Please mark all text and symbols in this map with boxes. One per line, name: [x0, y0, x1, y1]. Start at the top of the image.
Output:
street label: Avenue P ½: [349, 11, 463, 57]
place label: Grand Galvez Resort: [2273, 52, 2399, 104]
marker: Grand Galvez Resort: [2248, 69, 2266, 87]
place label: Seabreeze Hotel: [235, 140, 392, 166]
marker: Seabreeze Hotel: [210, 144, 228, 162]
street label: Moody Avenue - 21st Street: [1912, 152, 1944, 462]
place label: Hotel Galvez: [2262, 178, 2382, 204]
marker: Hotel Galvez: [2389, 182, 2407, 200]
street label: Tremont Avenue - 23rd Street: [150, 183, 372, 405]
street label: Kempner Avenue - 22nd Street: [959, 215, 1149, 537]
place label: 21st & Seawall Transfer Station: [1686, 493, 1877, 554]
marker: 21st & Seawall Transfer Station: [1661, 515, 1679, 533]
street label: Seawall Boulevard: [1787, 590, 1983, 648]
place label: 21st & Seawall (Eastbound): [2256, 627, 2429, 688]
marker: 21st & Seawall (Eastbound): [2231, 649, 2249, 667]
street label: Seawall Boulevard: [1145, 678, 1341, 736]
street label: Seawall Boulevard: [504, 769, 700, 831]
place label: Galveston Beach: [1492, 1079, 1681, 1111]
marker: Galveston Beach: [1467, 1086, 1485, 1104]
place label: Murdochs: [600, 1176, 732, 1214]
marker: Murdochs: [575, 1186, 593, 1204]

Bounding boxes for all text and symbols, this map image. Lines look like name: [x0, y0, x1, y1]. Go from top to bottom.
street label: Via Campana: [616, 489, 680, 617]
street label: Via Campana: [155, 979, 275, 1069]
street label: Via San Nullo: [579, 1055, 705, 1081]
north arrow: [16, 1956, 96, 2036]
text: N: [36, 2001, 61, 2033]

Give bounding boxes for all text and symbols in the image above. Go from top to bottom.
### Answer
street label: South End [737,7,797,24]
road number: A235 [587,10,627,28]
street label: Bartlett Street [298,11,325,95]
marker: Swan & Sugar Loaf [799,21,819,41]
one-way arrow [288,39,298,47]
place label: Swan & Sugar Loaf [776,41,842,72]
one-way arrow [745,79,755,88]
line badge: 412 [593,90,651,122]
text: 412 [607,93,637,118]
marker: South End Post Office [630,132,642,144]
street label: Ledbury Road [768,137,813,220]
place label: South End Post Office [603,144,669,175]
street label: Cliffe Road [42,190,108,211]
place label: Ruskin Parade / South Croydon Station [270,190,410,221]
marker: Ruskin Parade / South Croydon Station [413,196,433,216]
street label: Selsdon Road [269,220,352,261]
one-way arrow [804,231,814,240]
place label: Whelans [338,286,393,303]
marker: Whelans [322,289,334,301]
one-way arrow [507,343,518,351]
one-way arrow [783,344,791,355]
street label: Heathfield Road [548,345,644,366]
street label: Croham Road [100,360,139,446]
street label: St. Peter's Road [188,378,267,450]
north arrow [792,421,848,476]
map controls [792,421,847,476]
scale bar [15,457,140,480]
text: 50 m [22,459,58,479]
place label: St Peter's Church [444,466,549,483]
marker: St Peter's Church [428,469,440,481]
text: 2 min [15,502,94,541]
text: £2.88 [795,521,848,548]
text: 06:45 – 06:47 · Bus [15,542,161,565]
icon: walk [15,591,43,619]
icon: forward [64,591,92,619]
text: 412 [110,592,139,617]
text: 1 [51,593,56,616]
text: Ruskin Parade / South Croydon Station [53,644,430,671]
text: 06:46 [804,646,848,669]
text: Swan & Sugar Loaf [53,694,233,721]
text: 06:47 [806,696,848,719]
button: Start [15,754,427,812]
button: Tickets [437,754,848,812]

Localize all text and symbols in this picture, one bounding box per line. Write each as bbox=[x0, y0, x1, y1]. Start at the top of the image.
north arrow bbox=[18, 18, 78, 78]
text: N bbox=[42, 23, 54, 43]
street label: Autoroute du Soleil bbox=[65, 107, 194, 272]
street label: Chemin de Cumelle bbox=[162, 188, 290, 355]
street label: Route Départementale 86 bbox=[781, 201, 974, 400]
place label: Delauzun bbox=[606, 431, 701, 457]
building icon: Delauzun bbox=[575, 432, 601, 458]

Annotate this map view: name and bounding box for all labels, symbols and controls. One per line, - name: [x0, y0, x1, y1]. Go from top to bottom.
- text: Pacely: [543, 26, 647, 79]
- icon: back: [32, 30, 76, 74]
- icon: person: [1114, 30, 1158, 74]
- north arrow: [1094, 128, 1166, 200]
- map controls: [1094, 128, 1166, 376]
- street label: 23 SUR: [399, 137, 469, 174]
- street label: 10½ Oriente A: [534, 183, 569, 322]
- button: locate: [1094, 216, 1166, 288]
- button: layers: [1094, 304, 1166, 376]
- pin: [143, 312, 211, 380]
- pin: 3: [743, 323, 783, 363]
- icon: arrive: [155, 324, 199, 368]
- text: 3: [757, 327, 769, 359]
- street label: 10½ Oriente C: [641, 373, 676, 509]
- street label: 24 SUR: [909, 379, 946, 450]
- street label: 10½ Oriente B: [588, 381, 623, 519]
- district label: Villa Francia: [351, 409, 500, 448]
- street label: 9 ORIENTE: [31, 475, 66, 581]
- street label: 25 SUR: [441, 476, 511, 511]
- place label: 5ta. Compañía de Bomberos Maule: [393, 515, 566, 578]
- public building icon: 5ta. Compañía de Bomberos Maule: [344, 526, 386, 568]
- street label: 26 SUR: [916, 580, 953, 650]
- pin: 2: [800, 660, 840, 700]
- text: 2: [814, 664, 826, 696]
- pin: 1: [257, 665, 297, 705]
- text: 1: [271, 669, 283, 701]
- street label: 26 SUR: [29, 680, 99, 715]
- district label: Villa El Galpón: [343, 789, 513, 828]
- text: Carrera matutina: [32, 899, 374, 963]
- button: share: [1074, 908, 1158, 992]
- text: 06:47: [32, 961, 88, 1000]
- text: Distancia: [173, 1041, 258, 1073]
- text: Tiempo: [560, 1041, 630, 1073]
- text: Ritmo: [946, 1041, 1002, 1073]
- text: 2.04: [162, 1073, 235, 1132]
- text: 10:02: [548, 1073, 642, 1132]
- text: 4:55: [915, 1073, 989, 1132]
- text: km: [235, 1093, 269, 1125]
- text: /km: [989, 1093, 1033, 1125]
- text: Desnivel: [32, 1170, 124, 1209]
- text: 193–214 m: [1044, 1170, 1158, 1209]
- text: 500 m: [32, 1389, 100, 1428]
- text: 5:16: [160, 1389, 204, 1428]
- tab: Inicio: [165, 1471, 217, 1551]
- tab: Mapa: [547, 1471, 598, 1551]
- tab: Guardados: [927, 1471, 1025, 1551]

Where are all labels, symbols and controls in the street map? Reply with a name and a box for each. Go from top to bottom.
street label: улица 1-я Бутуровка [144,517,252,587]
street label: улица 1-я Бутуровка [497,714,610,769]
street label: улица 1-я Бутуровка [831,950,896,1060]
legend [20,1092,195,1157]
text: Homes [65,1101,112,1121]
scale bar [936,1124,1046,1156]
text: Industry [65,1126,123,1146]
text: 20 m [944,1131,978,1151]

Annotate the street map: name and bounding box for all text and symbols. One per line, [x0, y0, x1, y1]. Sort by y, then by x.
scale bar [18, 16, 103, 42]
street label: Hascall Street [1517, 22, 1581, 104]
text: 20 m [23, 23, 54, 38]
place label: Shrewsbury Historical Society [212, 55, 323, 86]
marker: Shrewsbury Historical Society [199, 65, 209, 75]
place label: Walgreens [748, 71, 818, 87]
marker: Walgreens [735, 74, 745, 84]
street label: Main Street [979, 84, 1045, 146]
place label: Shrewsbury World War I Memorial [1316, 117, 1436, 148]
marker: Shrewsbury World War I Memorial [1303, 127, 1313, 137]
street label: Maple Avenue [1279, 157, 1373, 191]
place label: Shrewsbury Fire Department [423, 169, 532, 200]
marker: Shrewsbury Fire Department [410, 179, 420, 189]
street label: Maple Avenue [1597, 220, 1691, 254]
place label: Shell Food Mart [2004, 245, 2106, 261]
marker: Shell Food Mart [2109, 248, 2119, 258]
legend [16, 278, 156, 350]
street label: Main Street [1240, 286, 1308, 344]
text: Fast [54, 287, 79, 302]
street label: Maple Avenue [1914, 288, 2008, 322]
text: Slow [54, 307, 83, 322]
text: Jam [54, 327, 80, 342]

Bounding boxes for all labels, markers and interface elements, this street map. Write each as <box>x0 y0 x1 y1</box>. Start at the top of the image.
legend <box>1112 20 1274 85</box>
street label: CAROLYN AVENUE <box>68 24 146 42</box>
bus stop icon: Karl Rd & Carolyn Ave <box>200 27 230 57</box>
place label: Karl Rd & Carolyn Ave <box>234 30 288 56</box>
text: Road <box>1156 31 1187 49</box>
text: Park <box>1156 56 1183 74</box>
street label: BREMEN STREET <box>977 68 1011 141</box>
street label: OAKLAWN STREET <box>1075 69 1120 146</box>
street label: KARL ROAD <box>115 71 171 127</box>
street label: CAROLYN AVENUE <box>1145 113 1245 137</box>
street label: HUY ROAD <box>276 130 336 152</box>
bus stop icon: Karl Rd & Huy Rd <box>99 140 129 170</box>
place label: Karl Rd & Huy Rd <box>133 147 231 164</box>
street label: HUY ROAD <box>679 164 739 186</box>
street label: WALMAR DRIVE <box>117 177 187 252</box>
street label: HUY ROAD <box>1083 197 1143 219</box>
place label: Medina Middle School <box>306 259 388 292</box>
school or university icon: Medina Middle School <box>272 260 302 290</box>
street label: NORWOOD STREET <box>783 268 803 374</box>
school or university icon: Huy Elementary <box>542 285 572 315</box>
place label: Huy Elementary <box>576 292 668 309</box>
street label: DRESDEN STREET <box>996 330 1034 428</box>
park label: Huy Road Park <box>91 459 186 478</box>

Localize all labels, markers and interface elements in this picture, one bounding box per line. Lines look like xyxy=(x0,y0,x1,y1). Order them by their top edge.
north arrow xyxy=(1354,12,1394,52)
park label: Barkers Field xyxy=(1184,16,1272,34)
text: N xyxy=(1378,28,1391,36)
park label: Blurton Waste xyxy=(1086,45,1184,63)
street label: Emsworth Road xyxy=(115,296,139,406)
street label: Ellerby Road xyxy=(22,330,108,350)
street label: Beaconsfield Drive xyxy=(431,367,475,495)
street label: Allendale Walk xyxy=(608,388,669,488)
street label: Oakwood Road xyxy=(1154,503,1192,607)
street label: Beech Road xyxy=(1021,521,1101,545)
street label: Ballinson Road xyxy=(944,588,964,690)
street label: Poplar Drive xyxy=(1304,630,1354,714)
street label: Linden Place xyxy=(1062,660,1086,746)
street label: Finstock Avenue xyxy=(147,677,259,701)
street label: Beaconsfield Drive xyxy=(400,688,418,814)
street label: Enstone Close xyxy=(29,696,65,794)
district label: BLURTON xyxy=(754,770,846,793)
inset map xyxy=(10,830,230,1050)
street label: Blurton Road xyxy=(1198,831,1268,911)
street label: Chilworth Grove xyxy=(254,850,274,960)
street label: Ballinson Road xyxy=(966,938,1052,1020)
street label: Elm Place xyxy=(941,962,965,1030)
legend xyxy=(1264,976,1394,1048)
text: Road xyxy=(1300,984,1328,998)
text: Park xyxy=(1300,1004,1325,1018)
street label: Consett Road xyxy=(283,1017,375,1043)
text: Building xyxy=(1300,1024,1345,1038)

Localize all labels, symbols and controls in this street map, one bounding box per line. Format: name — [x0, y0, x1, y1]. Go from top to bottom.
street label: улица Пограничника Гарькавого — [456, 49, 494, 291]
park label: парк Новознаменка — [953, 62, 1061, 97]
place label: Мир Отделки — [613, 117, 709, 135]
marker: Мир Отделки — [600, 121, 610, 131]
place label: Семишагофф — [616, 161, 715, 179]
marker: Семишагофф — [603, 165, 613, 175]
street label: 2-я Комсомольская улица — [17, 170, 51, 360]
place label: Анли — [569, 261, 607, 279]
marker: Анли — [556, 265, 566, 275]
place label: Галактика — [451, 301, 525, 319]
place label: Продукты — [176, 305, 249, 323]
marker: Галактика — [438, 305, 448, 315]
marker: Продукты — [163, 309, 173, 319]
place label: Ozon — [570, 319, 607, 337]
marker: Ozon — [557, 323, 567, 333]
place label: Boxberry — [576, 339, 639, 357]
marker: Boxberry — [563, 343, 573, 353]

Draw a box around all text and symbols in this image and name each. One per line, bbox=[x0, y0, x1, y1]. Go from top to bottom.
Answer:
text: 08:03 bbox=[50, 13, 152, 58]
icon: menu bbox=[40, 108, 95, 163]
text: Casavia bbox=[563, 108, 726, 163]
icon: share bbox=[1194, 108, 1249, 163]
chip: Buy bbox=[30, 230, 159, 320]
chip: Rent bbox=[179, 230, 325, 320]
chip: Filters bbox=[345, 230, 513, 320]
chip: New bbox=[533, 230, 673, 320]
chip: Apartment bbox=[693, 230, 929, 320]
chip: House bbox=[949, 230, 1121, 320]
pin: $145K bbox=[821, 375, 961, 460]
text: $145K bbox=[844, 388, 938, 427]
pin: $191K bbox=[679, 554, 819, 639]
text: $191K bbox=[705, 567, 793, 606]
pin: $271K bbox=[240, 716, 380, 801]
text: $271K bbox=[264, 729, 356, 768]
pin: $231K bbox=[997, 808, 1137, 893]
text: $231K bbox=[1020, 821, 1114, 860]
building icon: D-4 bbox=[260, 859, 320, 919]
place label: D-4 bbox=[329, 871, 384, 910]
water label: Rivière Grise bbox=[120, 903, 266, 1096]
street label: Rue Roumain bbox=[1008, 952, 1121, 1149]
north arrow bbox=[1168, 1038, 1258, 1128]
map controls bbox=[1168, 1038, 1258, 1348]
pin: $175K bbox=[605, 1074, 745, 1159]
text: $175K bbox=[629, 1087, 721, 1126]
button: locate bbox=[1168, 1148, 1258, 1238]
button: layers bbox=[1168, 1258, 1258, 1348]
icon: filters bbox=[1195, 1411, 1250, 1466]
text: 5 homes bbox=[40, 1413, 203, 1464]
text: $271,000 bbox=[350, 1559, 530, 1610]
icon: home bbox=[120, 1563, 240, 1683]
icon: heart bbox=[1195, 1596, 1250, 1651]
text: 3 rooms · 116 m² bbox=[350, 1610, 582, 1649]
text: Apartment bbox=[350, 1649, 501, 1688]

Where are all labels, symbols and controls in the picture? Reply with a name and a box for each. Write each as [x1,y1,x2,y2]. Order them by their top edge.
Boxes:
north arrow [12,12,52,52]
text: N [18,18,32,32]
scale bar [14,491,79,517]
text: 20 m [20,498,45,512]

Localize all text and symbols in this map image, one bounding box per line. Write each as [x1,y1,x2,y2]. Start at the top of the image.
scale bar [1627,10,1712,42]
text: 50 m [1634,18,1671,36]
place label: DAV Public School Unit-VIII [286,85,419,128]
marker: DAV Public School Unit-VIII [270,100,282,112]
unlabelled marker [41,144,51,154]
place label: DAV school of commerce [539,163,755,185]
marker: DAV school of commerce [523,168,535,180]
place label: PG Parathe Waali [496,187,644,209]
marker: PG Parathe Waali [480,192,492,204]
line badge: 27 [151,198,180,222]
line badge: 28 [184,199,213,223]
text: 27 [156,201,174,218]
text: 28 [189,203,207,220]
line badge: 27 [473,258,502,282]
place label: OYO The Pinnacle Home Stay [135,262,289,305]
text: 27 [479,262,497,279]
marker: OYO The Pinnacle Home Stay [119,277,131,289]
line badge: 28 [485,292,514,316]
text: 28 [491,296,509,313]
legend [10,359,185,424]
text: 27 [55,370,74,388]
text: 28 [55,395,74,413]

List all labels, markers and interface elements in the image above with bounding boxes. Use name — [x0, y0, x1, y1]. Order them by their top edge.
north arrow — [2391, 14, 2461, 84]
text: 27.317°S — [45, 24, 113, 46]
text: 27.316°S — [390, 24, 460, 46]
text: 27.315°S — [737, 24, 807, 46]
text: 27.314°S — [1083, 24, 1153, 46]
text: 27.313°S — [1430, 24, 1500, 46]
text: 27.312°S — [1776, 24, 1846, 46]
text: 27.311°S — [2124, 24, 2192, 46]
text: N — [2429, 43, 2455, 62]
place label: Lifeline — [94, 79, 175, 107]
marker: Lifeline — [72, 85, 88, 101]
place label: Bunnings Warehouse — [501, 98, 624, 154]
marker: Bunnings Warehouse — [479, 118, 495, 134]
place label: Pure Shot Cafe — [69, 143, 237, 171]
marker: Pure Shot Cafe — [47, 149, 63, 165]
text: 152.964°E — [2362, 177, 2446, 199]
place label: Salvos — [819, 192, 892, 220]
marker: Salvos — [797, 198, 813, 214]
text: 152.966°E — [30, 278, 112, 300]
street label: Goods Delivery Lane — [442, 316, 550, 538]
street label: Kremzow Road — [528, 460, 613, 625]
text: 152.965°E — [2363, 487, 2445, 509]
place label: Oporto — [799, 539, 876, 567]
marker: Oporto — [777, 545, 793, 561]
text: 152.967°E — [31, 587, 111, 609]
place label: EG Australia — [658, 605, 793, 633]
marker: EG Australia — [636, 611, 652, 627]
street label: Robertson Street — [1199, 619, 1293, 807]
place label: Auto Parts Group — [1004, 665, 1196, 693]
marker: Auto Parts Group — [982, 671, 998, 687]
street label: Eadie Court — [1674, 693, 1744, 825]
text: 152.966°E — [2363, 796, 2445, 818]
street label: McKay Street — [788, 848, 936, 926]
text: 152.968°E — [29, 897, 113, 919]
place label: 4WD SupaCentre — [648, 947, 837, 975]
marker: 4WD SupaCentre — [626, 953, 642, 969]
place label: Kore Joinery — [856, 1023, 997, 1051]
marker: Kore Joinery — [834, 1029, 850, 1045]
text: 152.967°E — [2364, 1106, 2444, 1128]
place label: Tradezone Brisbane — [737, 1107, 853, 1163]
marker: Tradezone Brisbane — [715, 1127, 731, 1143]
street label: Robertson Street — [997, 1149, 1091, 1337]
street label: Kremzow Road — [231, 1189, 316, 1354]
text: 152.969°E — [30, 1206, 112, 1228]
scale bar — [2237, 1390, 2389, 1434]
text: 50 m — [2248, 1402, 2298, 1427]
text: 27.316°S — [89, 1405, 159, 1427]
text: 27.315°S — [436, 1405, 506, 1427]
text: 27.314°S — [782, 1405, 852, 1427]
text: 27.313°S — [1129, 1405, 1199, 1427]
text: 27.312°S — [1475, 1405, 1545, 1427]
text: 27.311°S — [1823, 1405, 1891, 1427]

Task to complete: In how many lines of the material does the word "Food" occur? Reply with only that number.

Reply: 2